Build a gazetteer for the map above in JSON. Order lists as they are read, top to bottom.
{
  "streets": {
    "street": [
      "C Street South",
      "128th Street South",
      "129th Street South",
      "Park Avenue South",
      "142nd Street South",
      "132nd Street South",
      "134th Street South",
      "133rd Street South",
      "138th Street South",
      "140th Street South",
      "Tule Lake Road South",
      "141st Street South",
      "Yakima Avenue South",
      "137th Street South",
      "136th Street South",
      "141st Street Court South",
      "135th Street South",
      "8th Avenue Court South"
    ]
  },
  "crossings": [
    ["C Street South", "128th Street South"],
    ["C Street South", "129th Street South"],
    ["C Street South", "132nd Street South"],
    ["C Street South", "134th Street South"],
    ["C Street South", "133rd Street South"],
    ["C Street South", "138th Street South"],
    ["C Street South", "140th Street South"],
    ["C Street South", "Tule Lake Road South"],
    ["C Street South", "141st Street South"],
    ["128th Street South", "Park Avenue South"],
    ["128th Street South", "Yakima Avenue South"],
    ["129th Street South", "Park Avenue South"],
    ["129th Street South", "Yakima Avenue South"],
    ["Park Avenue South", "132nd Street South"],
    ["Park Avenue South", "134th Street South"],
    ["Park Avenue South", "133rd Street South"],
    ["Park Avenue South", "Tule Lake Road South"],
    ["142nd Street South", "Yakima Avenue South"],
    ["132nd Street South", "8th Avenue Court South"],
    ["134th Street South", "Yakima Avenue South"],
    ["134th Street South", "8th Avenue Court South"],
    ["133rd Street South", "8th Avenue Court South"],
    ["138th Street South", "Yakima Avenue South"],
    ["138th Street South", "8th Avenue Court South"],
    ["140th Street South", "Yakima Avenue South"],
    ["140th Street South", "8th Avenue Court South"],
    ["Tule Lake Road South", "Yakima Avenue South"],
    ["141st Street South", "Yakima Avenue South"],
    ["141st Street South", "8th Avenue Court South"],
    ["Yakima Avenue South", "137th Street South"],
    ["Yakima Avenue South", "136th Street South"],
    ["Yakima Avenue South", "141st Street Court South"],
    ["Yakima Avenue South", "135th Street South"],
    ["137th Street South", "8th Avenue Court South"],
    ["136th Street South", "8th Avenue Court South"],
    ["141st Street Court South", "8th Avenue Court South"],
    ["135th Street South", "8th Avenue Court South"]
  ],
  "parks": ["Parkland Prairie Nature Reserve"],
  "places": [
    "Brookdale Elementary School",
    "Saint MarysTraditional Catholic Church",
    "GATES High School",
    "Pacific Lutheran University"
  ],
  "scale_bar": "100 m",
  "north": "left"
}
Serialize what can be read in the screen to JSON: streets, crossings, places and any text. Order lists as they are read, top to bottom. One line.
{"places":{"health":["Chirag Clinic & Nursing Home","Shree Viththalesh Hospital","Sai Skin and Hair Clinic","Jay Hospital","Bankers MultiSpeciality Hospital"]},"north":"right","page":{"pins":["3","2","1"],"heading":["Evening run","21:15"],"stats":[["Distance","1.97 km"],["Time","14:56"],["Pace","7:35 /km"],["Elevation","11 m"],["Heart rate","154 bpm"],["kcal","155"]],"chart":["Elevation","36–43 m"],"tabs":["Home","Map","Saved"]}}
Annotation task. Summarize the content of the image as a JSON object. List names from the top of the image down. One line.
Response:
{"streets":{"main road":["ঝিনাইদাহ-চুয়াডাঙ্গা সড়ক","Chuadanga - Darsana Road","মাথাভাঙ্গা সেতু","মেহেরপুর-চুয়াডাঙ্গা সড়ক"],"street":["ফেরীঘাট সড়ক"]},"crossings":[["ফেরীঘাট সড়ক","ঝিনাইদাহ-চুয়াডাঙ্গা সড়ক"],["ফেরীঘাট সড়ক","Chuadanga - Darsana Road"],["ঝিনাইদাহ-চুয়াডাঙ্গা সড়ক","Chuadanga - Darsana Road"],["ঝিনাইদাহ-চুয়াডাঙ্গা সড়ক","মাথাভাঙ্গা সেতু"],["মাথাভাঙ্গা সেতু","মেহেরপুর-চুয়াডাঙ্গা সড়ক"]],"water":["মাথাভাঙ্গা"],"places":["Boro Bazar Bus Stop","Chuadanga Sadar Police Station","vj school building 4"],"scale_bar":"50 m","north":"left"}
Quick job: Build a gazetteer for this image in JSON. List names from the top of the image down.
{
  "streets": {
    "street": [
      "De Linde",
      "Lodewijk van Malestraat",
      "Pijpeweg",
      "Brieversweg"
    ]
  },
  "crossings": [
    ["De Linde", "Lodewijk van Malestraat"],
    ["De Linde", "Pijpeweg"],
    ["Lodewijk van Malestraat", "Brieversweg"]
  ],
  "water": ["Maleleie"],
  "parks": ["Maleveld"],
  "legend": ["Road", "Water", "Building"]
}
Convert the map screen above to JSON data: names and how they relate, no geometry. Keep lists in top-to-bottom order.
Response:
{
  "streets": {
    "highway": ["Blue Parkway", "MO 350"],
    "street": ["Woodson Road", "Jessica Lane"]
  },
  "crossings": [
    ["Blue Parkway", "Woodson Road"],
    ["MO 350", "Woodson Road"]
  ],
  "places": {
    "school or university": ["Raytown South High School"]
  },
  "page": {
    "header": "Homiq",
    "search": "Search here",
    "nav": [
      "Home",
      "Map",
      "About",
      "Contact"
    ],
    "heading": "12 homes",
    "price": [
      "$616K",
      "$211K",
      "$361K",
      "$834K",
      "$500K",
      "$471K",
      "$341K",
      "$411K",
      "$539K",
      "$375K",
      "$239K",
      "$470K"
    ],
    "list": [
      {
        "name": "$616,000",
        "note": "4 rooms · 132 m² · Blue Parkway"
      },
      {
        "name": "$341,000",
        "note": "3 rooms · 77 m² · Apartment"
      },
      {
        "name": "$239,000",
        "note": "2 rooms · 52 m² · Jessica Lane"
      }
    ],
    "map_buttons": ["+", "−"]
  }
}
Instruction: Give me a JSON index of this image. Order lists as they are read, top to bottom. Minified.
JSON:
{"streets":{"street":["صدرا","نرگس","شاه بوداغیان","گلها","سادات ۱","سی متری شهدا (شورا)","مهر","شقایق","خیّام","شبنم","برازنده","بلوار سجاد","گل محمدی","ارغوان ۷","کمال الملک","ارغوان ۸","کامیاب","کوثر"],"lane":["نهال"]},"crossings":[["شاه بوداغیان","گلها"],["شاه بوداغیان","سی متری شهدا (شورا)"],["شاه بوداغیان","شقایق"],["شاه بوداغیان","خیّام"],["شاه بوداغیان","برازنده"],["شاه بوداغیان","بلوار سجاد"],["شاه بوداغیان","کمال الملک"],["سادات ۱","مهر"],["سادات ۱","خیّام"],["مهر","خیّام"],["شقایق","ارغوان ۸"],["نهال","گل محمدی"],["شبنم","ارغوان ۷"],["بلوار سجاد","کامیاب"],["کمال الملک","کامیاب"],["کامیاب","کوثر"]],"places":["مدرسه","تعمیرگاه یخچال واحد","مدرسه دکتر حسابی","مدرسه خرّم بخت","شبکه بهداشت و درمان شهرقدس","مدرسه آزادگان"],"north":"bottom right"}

+===+

## What the task requires
Repeat every entry exactly as written above.

## Worked solution
Build a gazetteer for the map above in JSON. Order lists as they are read, top to bottom.
{
  "streets": {
    "street": [
      "C Street South",
      "128th Street South",
      "129th Street South",
      "Park Avenue South",
      "142nd Street South",
      "132nd Street South",
      "134th Street South",
      "133rd Street South",
      "138th Street South",
      "140th Street South",
      "Tule Lake Road South",
      "141st Street South",
      "Yakima Avenue South",
      "137th Street South",
      "136th Street South",
      "141st Street Court South",
      "135th Street South",
      "8th Avenue Court South"
    ]
  },
  "crossings": [
    ["C Street South", "128th Street South"],
    ["C Street South", "129th Street South"],
    ["C Street South", "132nd Street South"],
    ["C Street South", "134th Street South"],
    ["C Street South", "133rd Street South"],
    ["C Street South", "138th Street South"],
    ["C Street South", "140th Street South"],
    ["C Street South", "Tule Lake Road South"],
    ["C Street South", "141st Street South"],
    ["128th Street South", "Park Avenue South"],
    ["128th Street South", "Yakima Avenue South"],
    ["129th Street South", "Park Avenue South"],
    ["129th Street South", "Yakima Avenue South"],
    ["Park Avenue South", "132nd Street South"],
    ["Park Avenue South", "134th Street South"],
    ["Park Avenue South", "133rd Street South"],
    ["Park Avenue South", "Tule Lake Road South"],
    ["142nd Street South", "Yakima Avenue South"],
    ["132nd Street South", "8th Avenue Court South"],
    ["134th Street South", "Yakima Avenue South"],
    ["134th Street South", "8th Avenue Court South"],
    ["133rd Street South", "8th Avenue Court South"],
    ["138th Street South", "Yakima Avenue South"],
    ["138th Street South", "8th Avenue Court South"],
    ["140th Street South", "Yakima Avenue South"],
    ["140th Street South", "8th Avenue Court South"],
    ["Tule Lake Road South", "Yakima Avenue South"],
    ["141st Street South", "Yakima Avenue South"],
    ["141st Street South", "8th Avenue Court South"],
    ["Yakima Avenue South", "137th Street South"],
    ["Yakima Avenue South", "136th Street South"],
    ["Yakima Avenue South", "141st Street Court South"],
    ["Yakima Avenue South", "135th Street South"],
    ["137th Street South", "8th Avenue Court South"],
    ["136th Street South", "8th Avenue Court South"],
    ["141st Street Court South", "8th Avenue Court South"],
    ["135th Street South", "8th Avenue Court South"]
  ],
  "parks": ["Parkland Prairie Nature Reserve"],
  "places": [
    "Brookdale Elementary School",
    "Saint MarysTraditional Catholic Church",
    "GATES High School",
    "Pacific Lutheran University"
  ],
  "scale_bar": "100 m",
  "north": "left"
}
Serialize what can be read in the screen to JSON: streets, crossings, places and any text. Order lists as they are read, top to bottom. One line.
{"places":{"health":["Chirag Clinic & Nursing Home","Shree Viththalesh Hospital","Sai Skin and Hair Clinic","Jay Hospital","Bankers MultiSpeciality Hospital"]},"north":"right","page":{"pins":["3","2","1"],"heading":["Evening run","21:15"],"stats":[["Distance","1.97 km"],["Time","14:56"],["Pace","7:35 /km"],["Elevation","11 m"],["Heart rate","154 bpm"],["kcal","155"]],"chart":["Elevation","36–43 m"],"tabs":["Home","Map","Saved"]}}
Annotation task. Summarize the content of the image as a JSON object. List names from the top of the image down. One line.
Response:
{"streets":{"main road":["ঝিনাইদাহ-চুয়াডাঙ্গা সড়ক","Chuadanga - Darsana Road","মাথাভাঙ্গা সেতু","মেহেরপুর-চুয়াডাঙ্গা সড়ক"],"street":["ফেরীঘাট সড়ক"]},"crossings":[["ফেরীঘাট সড়ক","ঝিনাইদাহ-চুয়াডাঙ্গা সড়ক"],["ফেরীঘাট সড়ক","Chuadanga - Darsana Road"],["ঝিনাইদাহ-চুয়াডাঙ্গা সড়ক","Chuadanga - Darsana Road"],["ঝিনাইদাহ-চুয়াডাঙ্গা সড়ক","মাথাভাঙ্গা সেতু"],["মাথাভাঙ্গা সেতু","মেহেরপুর-চুয়াডাঙ্গা সড়ক"]],"water":["মাথাভাঙ্গা"],"places":["Boro Bazar Bus Stop","Chuadanga Sadar Police Station","vj school building 4"],"scale_bar":"50 m","north":"left"}
Quick job: Build a gazetteer for this image in JSON. List names from the top of the image down.
{
  "streets": {
    "street": [
      "De Linde",
      "Lodewijk van Malestraat",
      "Pijpeweg",
      "Brieversweg"
    ]
  },
  "crossings": [
    ["De Linde", "Lodewijk van Malestraat"],
    ["De Linde", "Pijpeweg"],
    ["Lodewijk van Malestraat", "Brieversweg"]
  ],
  "water": ["Maleleie"],
  "parks": ["Maleveld"],
  "legend": ["Road", "Water", "Building"]
}
Convert the map screen above to JSON data: names and how they relate, no geometry. Keep lists in top-to-bottom order.
Response:
{
  "streets": {
    "highway": ["Blue Parkway", "MO 350"],
    "street": ["Woodson Road", "Jessica Lane"]
  },
  "crossings": [
    ["Blue Parkway", "Woodson Road"],
    ["MO 350", "Woodson Road"]
  ],
  "places": {
    "school or university": ["Raytown South High School"]
  },
  "page": {
    "header": "Homiq",
    "search": "Search here",
    "nav": [
      "Home",
      "Map",
      "About",
      "Contact"
    ],
    "heading": "12 homes",
    "price": [
      "$616K",
      "$211K",
      "$361K",
      "$834K",
      "$500K",
      "$471K",
      "$341K",
      "$411K",
      "$539K",
      "$375K",
      "$239K",
      "$470K"
    ],
    "list": [
      {
        "name": "$616,000",
        "note": "4 rooms · 132 m² · Blue Parkway"
      },
      {
        "name": "$341,000",
        "note": "3 rooms · 77 m² · Apartment"
      },
      {
        "name": "$239,000",
        "note": "2 rooms · 52 m² · Jessica Lane"
      }
    ],
    "map_buttons": ["+", "−"]
  }
}
Instruction: Give me a JSON index of this image. Order lists as they are read, top to bottom. Minified.
JSON:
{"streets":{"street":["صدرا","نرگس","شاه بوداغیان","گلها","سادات ۱","سی متری شهدا (شورا)","مهر","شقایق","خیّام","شبنم","برازنده","بلوار سجاد","گل محمدی","ارغوان ۷","کمال الملک","ارغوان ۸","کامیاب","کوثر"],"lane":["نهال"]},"crossings":[["شاه بوداغیان","گلها"],["شاه بوداغیان","سی متری شهدا (شورا)"],["شاه بوداغیان","شقایق"],["شاه بوداغیان","خیّام"],["شاه بوداغیان","برازنده"],["شاه بوداغیان","بلوار سجاد"],["شاه بوداغیان","کمال الملک"],["سادات ۱","مهر"],["سادات ۱","خیّام"],["مهر","خیّام"],["شقایق","ارغوان ۸"],["نهال","گل محمدی"],["شبنم","ارغوان ۷"],["بلوار سجاد","کامیاب"],["کمال الملک","کامیاب"],["کامیاب","کوثر"]],"places":["مدرسه","تعمیرگاه یخچال واحد","مدرسه دکتر حسابی","مدرسه خرّم بخت","شبکه بهداشت و درمان شهرقدس","مدرسه آزادگان"],"north":"bottom right"}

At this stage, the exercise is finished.